Durch den Feldkircher Stadttunnel (Vorarlberg) fallen nicht nur Millionen an Baukosten an. Auch der Rechtsbereich schlägt zu Buche. So wurden bisher bereits rund zwei Millionen Euro an Anwaltskanzleien bezahlt.
Dass das Riesen-Bauprojekt Stadttunnel kostenintensiv ist, ist hinlänglich bekannt. Weniger bekannt ist aber der Umstand, dass die Millionen nicht nur in die Anschaffung von Baumaterialien und das Begleichen von Rechnungen für Arbeitsstunden am Bau fließen, sondern auch in die Kassen diverser Anwaltskanzleien.

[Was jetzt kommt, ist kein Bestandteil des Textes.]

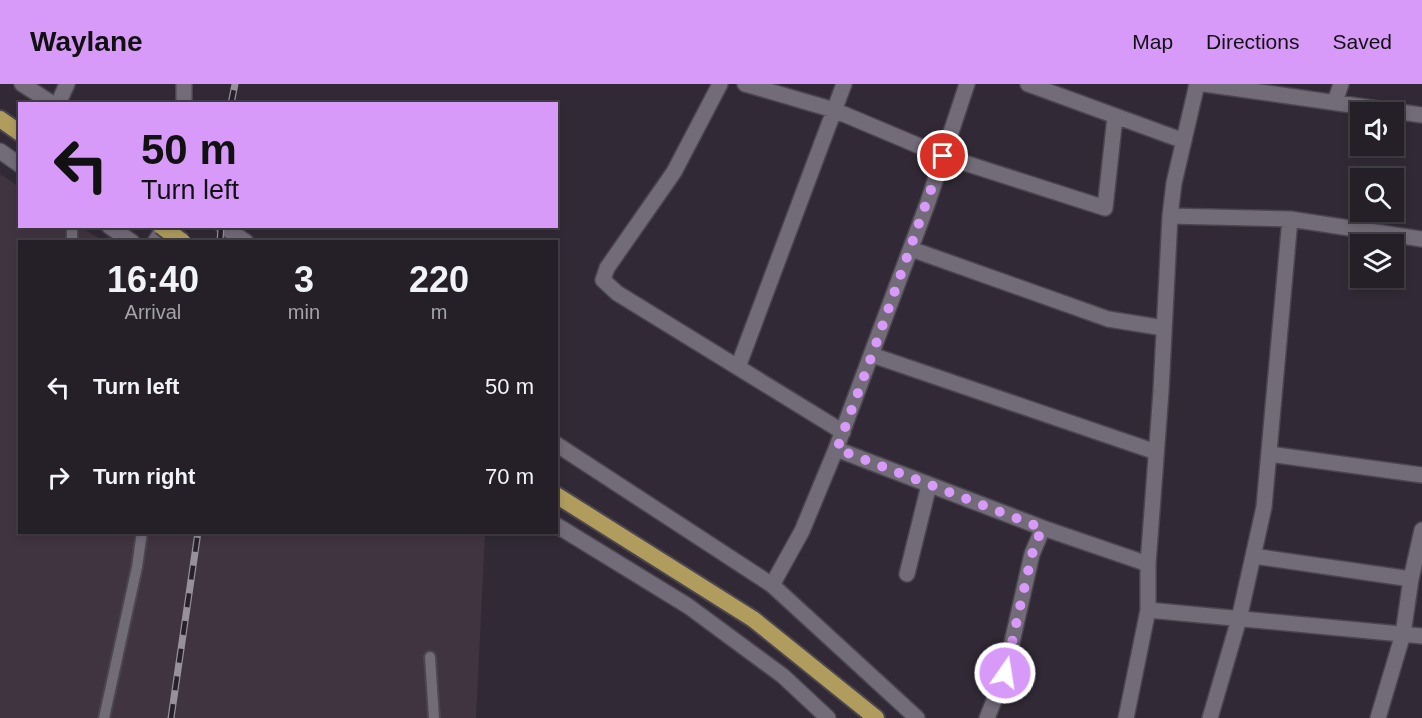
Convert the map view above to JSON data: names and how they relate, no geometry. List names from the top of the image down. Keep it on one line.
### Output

„Im Zuge der Planung und Umsetzung der Tunnelspinne Feldkirch wurden und werden zahlreiche externe Dienstleistungen in Anspruch genommen. Darunter auch juristische Beratungen. Der Umfang und die Notwendigkeit solcher Leistungen sind für die Öffentlichkeit nicht immer nachvollziehbar“, erklärt Reinhold Einwallner (SPÖ) in einer entsprechenden parlamentarischen Anfrage an Landesstatthalter Christof Bitschi (FPÖ).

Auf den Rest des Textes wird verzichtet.